Early Observations on the Baroreceptor System
In 1836, Cooper [1] was among the first to describe the role of the baroreceptor system in the regulation of blood pressure. More than 85 years later, Hering [2] demonstrated in dogs that electrical stimulation of the carotid sinus nerve induced both bradycardia and hypotension, and that transection of this nerve reversed these changes. He was also able to show that bilateral transection of the carotid sinus nerve resulted in systemic hypertension. Similar results were reported later by Korner [3], who observed in rabbits an increase in blood pressure (as well as in cardiac output and heart rate) after bilateral transection of the carotid nerves. Later on, several other investigators noted that blood pressure became very unstable after denervation of the baroreceptors. Taken together, their data suggested that the primary function of the baroreceptor system is to stabilize blood pressure and to prevent large, short-term pressure fluctuations. Accordingly, Cowley, Liard, and Guyton [4] proposed that the baroreflex system is not important for the long-term regulation of blood pressure and that previous data on the development of hypertension after carotid sinus nerve denervation in animals had been highly exaggerated, presumably as a result of methodologic errors.
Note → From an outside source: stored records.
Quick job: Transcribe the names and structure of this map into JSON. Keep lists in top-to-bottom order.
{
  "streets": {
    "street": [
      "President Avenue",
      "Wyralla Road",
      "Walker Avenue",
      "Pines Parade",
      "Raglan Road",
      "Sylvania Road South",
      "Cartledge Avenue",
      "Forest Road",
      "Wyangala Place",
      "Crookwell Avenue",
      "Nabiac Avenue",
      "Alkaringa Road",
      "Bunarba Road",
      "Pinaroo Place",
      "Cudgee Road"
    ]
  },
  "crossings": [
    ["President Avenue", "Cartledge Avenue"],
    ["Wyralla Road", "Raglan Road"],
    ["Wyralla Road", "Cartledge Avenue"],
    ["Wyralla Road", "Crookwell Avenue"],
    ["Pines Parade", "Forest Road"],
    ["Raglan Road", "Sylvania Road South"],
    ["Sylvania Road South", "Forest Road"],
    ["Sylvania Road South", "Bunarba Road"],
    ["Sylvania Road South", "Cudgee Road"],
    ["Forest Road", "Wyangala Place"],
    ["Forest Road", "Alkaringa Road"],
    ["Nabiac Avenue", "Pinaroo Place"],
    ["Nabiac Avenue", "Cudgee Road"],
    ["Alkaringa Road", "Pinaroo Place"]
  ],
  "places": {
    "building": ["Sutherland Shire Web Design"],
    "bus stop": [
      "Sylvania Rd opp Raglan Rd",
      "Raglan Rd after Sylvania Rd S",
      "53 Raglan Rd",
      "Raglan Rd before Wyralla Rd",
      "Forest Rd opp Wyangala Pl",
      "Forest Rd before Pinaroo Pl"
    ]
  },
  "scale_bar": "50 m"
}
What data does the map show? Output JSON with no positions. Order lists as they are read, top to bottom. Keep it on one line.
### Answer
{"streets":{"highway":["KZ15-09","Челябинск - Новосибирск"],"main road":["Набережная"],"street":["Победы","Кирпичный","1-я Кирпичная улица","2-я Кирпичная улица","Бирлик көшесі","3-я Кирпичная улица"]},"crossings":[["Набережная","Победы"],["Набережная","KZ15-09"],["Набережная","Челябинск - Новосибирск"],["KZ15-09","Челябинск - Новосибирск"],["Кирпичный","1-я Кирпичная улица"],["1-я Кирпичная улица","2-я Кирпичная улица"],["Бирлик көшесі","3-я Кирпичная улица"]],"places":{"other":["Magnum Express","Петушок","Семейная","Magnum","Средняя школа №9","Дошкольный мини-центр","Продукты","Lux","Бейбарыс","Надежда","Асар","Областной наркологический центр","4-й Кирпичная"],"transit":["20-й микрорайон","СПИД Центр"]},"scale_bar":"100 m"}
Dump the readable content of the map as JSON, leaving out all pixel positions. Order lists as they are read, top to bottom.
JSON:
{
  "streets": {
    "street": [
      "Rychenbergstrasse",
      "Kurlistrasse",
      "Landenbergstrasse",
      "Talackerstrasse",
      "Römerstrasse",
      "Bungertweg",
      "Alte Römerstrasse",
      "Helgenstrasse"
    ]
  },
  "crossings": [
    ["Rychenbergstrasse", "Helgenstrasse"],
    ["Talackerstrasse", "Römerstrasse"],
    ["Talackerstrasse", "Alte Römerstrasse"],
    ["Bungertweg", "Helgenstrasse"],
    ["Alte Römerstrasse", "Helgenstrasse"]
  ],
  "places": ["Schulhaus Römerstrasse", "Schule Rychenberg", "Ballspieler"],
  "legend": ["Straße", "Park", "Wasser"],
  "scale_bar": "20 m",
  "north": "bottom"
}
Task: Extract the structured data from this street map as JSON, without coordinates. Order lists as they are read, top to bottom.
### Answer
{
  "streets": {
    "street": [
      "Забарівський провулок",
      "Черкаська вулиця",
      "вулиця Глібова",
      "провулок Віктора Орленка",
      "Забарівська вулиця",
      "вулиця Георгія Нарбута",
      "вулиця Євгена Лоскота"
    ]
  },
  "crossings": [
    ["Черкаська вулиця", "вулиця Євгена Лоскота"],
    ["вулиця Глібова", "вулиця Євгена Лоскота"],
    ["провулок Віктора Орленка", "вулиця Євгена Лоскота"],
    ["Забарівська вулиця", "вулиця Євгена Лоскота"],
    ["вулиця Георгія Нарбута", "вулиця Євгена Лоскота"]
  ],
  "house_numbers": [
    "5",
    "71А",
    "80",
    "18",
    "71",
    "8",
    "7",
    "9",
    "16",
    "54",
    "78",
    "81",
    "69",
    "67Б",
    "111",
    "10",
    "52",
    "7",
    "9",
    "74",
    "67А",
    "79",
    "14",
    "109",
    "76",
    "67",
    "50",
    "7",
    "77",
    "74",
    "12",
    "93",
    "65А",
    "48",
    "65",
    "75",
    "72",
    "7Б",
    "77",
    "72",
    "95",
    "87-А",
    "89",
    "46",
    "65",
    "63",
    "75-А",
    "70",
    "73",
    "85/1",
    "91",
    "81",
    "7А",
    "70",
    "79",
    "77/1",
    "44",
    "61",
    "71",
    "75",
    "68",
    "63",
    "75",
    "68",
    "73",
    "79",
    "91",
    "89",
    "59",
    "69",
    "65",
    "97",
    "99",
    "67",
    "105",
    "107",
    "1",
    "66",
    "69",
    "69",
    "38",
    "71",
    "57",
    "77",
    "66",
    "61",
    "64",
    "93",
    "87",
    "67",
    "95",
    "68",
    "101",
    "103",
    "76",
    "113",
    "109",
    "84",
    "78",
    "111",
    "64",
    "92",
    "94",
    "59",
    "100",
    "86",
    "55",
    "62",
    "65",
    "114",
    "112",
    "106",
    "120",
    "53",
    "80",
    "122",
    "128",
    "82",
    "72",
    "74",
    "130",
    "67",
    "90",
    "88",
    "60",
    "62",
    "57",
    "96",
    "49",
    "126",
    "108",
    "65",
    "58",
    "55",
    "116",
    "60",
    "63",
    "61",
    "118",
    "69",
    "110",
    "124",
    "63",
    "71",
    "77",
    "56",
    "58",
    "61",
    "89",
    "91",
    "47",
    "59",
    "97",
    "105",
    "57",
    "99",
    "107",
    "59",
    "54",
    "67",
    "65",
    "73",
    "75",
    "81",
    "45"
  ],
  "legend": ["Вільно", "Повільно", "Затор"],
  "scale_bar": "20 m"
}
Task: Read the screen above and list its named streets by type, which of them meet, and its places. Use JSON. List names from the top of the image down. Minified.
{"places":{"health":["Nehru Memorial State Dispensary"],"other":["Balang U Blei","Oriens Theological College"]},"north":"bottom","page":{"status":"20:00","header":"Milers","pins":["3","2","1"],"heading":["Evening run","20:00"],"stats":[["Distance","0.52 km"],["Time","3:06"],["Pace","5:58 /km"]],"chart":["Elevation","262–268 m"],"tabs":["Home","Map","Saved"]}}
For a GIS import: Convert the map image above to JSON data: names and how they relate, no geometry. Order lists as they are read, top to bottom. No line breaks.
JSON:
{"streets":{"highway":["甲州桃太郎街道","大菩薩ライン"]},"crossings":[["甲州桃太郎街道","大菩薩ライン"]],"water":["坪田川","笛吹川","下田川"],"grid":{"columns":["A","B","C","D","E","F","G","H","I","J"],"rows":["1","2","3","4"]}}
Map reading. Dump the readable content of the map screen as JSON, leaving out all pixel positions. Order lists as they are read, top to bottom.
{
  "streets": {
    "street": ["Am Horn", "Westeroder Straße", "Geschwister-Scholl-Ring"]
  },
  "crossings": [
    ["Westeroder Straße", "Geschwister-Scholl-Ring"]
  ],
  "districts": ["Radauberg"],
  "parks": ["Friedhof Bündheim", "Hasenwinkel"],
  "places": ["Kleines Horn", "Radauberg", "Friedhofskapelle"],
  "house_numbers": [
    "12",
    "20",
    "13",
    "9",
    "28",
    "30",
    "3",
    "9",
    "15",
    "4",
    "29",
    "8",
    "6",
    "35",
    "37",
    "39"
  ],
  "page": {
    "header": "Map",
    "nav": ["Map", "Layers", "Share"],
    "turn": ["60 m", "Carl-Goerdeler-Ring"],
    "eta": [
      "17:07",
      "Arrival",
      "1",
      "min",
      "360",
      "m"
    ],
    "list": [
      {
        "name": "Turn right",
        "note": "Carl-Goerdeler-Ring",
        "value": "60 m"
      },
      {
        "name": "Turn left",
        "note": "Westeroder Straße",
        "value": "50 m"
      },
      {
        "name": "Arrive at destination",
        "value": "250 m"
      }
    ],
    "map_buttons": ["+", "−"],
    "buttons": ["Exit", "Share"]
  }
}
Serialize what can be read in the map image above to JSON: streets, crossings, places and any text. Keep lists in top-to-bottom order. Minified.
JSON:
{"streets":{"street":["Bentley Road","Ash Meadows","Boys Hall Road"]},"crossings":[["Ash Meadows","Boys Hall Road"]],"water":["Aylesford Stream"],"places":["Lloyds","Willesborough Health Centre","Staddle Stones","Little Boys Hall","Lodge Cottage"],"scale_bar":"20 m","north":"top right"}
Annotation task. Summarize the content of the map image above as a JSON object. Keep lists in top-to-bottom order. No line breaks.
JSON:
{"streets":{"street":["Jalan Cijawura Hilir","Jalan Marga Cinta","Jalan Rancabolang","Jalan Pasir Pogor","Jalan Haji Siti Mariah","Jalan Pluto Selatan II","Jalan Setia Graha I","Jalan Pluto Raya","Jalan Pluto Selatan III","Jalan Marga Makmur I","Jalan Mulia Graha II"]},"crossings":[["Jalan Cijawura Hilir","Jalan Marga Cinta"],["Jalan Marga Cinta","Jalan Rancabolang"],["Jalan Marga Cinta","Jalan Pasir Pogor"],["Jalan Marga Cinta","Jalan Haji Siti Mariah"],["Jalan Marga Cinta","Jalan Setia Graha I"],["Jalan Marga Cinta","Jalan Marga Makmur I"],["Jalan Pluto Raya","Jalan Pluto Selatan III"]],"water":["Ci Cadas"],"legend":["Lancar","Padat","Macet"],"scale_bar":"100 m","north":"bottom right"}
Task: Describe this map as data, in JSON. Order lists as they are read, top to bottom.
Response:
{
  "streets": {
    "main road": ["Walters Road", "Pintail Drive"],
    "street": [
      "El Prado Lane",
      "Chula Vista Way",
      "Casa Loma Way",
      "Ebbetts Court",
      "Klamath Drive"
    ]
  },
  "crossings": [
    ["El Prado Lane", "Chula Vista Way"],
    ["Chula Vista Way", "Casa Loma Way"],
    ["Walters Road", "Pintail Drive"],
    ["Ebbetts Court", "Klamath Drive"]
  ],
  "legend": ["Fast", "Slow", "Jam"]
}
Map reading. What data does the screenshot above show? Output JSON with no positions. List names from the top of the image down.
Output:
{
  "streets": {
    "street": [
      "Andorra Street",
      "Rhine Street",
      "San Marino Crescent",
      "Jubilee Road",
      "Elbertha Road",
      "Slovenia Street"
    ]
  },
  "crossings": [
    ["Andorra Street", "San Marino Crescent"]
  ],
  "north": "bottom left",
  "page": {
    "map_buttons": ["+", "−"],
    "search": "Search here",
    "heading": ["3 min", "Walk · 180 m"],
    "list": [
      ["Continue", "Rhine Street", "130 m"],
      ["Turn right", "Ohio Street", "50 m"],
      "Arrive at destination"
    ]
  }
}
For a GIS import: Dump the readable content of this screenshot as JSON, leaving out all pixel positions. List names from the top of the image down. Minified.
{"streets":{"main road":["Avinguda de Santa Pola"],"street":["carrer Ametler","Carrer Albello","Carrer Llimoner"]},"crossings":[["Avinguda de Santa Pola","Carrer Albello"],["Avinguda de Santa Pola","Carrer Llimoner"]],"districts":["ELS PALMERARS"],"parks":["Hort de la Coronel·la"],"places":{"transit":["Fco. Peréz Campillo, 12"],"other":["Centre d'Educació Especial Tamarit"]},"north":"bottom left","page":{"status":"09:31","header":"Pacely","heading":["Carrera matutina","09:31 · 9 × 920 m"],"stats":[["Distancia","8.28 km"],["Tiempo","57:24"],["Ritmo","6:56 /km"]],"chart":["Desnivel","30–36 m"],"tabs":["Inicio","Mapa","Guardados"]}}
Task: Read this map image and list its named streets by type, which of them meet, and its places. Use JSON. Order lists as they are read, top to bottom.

Nonetheless, interest in the role of the baroreceptor system in hypertension has continued, and various methods have been developed to challenge the system. These methods include blocking the carotid sinus area using procaine or lidocaine and stimulating it using epinephrine. Other researchers have stimulated the carotid sinus area using the neck cuff technique. With this device, it is possible to create a negative pressure around the neck, resulting in increased transmural pressure in the carotid arteries. Such stimulation of the baroreceptor elicits significant decreases in blood pressure, heart rate, and cardiac output in both hypertensive and normotensive subjects.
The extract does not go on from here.